British Prime Minister David Cameron apologised to a former imam for “any misunderstanding,” weeks after he accused the Muslim cleric of supporting the dreaded Islamic State terror group.
Cameron was criticised last month after he accused London’s newly elected mayor Sadiq Khan of sharing a platform with Suliman Gani, claiming the ex-imam was a supporter of the Islamic State.
“Sulaiman Ghani, Mr Khan has appeared on a platform with him nine times. This man supports IS,” Cameron said during the London mayoral campaign.
“In reference to the Prime Minister’s comments on Suliman Gani, the prime minister was referring to reports that he supports an Islamic State. The Prime Minister is clear this does not mean Mr Gani supports the organisation Daesh and he apologises to him for any misunderstanding,” a Downing Street spokesman said on Wednesday.
Cameron’s apology came after Defence Secretary Michael Fallon also said sorry to Gani, a former Tooting Imam who threatened legal action against him for repeating Cameron’s accusations in a radio interview.
A spokesman for Fallon told the ‘Mirror’ he had simply quoted BBC presenter Andrew Neil and was ‘unaware of the clarification’.
“Had he been aware, he would not of course have quoted him and as soon he became aware he put the record straight.

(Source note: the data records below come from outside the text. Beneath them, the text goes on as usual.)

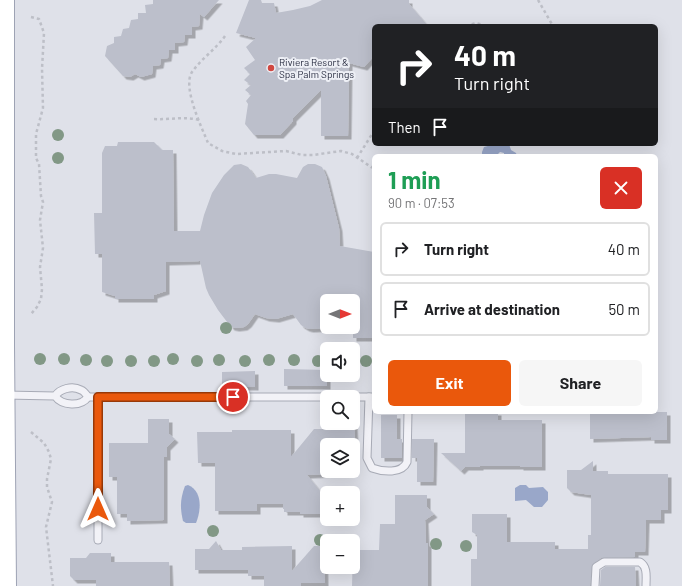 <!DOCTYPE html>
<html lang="en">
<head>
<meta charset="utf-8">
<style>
	:root { --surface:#fff; --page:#f6f6f6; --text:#202124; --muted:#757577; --line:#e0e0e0; --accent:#ea580c }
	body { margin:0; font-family:Barlow,sans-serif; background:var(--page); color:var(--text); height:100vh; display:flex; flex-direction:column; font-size:15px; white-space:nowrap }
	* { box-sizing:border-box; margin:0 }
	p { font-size:13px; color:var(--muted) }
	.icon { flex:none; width:22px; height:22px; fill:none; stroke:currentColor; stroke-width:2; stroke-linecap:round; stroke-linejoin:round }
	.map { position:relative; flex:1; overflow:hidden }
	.drawer { position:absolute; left:372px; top:154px; width:286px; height:260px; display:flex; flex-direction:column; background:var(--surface); border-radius:6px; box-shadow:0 4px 16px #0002 }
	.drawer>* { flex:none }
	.top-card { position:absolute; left:372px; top:24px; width:286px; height:122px; border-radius:6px; box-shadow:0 4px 16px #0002; background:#202124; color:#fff; overflow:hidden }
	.needle { width:26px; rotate:90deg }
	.buttons { position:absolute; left:320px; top:294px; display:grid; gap:8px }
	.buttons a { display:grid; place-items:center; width:40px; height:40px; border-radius:6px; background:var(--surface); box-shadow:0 4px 16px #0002; font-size:20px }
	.pin { position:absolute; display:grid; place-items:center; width:34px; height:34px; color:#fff; margin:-17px; border:2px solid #fff; border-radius:50%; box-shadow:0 1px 4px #0007 }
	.me { position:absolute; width:44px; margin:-22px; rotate:0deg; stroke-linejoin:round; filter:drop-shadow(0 0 3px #0008) }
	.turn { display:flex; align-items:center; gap:14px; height:84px; padding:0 16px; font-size:18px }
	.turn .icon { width:52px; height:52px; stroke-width:2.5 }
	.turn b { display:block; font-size:28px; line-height:34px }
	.then { display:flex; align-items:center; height:38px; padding:0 16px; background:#0003; gap:8px; font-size:15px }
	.round { display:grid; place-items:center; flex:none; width:42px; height:42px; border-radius:6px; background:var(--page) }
	.summary { display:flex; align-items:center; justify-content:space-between; height:68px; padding:0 16px }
	h1 { font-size:24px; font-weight:700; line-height:30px; color:#1e9e55 }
	.button { display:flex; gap:8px; margin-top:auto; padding:8px 16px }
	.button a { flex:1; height:46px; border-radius:6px; background:var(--accent); color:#fff; font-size:16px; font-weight:700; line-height:46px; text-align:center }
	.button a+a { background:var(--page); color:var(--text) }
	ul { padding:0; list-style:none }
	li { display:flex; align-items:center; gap:12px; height:54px; margin:0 8px 6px; padding:0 8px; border:2px solid var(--line); border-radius:6px }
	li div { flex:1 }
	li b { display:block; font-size:15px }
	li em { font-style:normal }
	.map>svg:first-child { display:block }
	.water { fill:#99a7c9 }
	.building { fill:#bcbfcb; filter:url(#shadow) }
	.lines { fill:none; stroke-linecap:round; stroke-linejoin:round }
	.service-casing { stroke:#a8abb6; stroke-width:9 }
	.primary-casing { stroke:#9ea3b4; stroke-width:24 }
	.path { stroke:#bdbfc7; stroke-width:2.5; stroke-dasharray:3 3; stroke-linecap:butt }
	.service { stroke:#f2f2f7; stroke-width:7 }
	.primary { stroke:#fff; stroke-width:22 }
	.tree { fill:#829886 }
	.route-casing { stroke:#983908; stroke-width:10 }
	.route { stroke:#ea580c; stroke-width:7 }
	.poi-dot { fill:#d04841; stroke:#eef0f6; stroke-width:1.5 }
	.labels { text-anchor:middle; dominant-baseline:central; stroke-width:4; stroke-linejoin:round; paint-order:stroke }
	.poi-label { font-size:10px; fill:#282c40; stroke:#eef0f6; text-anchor:start }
</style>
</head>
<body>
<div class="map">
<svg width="682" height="586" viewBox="0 0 682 586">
	<defs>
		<filter id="shadow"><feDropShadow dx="3.5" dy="3.5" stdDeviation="0" flood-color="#0004"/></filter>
	</defs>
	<rect width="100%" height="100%" fill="#dfe1e9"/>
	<g class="water">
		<polygon points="495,144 509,144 511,150 516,153 517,156 504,156 504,153 500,152 496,156 482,156 482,152 484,147"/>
		<path d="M188,485c15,6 13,26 8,38h-10l-3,-2c-3,-13 -3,-22 2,-35z"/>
		<polygon points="520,485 526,485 529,488 543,487 548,492 548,500 542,507 534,507 526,500 515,501 515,488"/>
	</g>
	<g class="building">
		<polygon points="153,0 219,0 204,17 200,14 199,26 192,27 192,35 185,35 184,42 175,43 175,50 169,50 168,58 161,59 160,65 153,66 152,74 141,77 135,74 130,77 123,76 105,56 107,46 114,43 114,37 121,36 123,29 129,28 131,20 138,19 138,13 146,13 145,5 153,4"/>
		<polygon points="249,0 261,0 262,3 274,3 276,13 293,10 310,6 322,0 409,0 409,4 428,26 374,26 374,56 364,67 349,63 348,136 321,136 321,90 293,118 293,121 280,135 254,135 245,124 248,104 246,101 251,95 245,90 251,85 244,80 250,74 244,68 255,60 246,47 256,38 236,33"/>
		<polygon points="118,142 154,142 162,150 173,150 174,231 200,231 204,215 212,193 224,175 234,165 241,164 248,167 256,178 269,174 276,174 297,178 303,167 308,164 315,164 322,167 326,176 339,228 340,246 374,252 374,338 353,338 353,301 327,301 327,328 310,329 306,328 301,325 293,314 276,319 266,318 255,314 248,324 244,327 236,328 231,327 218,310 209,295 206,288 200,261 166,262 166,291 154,295 154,299 115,299 115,296 102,292 102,254 95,254 94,213 102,213 102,153 105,146 117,146"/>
		<polygon points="284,369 327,370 327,386 284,386"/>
		<polygon points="255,371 255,387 222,386 222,372"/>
		<polygon points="465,412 498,412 498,420 542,420 542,467 520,467 520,466 480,466 480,467 465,467 461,471 441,453 465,453"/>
		<polygon points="590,412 667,412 667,440 651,440 651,437 590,439"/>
		<polygon points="381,415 397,415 397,439 402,439 402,458 381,458"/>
		<polygon points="148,419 169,419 169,434 175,439 167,447 167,457 164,457 164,520 127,521 127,514 117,514 117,477 109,477 109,443 148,443"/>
		<polygon points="338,423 354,423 355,445 327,445 327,474 307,475 324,496 324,514 300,514 300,512 284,512 284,509 283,509 283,504 257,504 257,511 215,511 215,463 198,463 197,432 232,432 232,430 291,430 291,457 314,429 338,429"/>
		<polygon points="412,439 434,439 433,482 417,482 417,458 412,458"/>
		<polygon points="593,461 593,471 608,471 608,474 668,474 668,510 661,510 661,520 646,520 645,552 635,552 635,557 601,558 592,565 590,586 471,586 471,559 477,559 477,535 472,532 472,514 507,514 507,542 555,542 555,549 588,549 588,535 591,535 591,495 571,492 567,488 567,470 581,470"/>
		<polygon points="395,495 427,495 427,507 434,514 425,520 426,543 428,543 428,586 352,586 353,550 379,550 380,524 395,524"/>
		<polygon points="216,541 221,550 242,550 242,547 292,546 292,571 314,546 324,546 325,583 301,583 301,586 264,586 264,576 248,576 248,570 195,570 195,549 209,549"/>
		<polygon points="90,553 111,553 111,562 169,562 170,586 96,586 96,580 74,580 70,576 70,558 86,558"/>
		<polygon points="605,567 635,567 636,586 600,586 601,570"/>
	</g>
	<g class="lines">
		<defs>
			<g id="service">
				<path d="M5,395l50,1c7,10 26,11 33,1 -2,-3 -4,-6 -7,-7 -9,-5 -21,-1 -26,6"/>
				<polyline points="88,397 374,397"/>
				<path d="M369,397l-2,61 5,10c11,4 30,6 35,-6l1,-50"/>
				<polyline points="98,540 98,397"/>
				<path d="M595,586l1,-19 8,-5h36c8,5 6,15 6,24"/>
			</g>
			<polyline id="primary" points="3,0 3,346 5,586"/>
		</defs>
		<use href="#service" class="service-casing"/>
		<use href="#primary" class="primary-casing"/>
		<g class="path">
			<polyline points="538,0 553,26"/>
			<polyline points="31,17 39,19 44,33 42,69 43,108 36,134 36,158 39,164 41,196 43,202 40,220 43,248 40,267 42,289 41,299 37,307 31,314"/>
			<polyline points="466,26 476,23 486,26"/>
			<path d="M225,36c-9,13 -24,23 -33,36 -10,15 10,56 16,71l14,8 14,3 50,-3 16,4h11l28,-4 11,3 19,13 3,1"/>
			<path d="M154,119c16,1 30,-3 45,1"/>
			<polyline points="357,158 374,131"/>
			<polyline points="31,432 44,443 49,452 51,459 47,479 47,487 52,502 46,527 53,586"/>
		</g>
		<use href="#service" class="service"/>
		<use href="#primary" class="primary"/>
	</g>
	<g class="tree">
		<circle cx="58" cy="135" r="6"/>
		<circle cx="58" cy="158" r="6"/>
		<circle cx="226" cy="328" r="6"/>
		<circle cx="40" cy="359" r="6"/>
		<circle cx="64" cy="359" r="6"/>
		<circle cx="173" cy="359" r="6"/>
		<circle cx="86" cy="360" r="6"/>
		<circle cx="219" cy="360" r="6"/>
		<circle cx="269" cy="360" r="6"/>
		<circle cx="294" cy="360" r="6"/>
		<circle cx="107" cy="361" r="6"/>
		<circle cx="131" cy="361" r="6"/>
		<circle cx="154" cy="361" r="6"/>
		<circle cx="197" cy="361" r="6"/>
		<circle cx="245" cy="361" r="6"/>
		<circle cx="318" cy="361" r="6"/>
		<circle cx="366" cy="361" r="6"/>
		<circle cx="213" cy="531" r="6"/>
		<circle cx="320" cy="540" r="6"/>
		<circle cx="436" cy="544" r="6"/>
		<circle cx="466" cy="546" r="6"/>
	</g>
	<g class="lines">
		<defs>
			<polyline id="route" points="98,509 98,397 233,397"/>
		</defs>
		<use href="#route" class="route-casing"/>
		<use href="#route" class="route"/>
	</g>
	<circle class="poi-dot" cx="271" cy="68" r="4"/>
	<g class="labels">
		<g class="poi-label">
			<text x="279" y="62">Riviera Resort &amp;<tspan x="279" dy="12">Spa Palm Springs</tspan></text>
		</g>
	</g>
</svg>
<div class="buttons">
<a><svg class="needle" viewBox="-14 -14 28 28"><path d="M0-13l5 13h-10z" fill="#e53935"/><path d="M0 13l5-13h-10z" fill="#757577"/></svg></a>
<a><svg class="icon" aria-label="sound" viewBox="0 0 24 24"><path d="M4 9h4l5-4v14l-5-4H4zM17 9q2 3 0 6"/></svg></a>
<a><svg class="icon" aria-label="search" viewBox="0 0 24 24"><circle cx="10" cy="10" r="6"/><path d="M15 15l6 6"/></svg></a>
<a><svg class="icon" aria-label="layers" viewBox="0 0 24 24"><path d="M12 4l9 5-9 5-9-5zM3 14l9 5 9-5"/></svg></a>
<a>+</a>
<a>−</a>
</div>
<div class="pin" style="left:233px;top:397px;background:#d93025"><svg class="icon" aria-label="arrive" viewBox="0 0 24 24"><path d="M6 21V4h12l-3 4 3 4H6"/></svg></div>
<svg class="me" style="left:98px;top:509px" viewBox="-20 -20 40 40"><path d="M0-17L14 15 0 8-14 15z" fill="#ea580c" stroke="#fff" stroke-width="4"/></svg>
<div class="top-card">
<div class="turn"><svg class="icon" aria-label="right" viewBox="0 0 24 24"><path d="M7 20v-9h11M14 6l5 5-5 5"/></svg><div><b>40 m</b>Turn right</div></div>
<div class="then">Then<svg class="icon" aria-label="arrive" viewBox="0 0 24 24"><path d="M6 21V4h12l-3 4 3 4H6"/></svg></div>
</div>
<section class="drawer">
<div class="summary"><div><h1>1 min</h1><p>90 m · 07:53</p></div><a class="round" style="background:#d93025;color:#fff"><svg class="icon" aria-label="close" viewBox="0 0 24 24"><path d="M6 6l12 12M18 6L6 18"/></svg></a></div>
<ul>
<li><svg class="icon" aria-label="right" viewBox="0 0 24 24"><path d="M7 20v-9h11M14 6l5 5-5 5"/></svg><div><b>Turn right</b></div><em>40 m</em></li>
<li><svg class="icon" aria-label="arrive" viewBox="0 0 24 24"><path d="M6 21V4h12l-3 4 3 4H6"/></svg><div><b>Arrive at destination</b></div><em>50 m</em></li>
</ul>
<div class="button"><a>Exit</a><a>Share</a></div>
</section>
</div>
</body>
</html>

He naturally apologises for this inadvertent error,” the spokesman said.
Gani, a Conservative supporter, has stressed that he ‘openly condemned the barbarity and monstrosity of Isis’. He said he had never supported IS and now fears for his family’s safety in light of the untrue accusation.
He also said he had already been subjected to verbal abuse by strangers in the street, who shouted “terrorist supporter” at him.
“In relation to David Cameron saying in Parliament that I support IS, I understand that he can do this despite it being untrue and at the same time avoid any legal implications by relying on Parliamentary privilege,” Gani tweeted.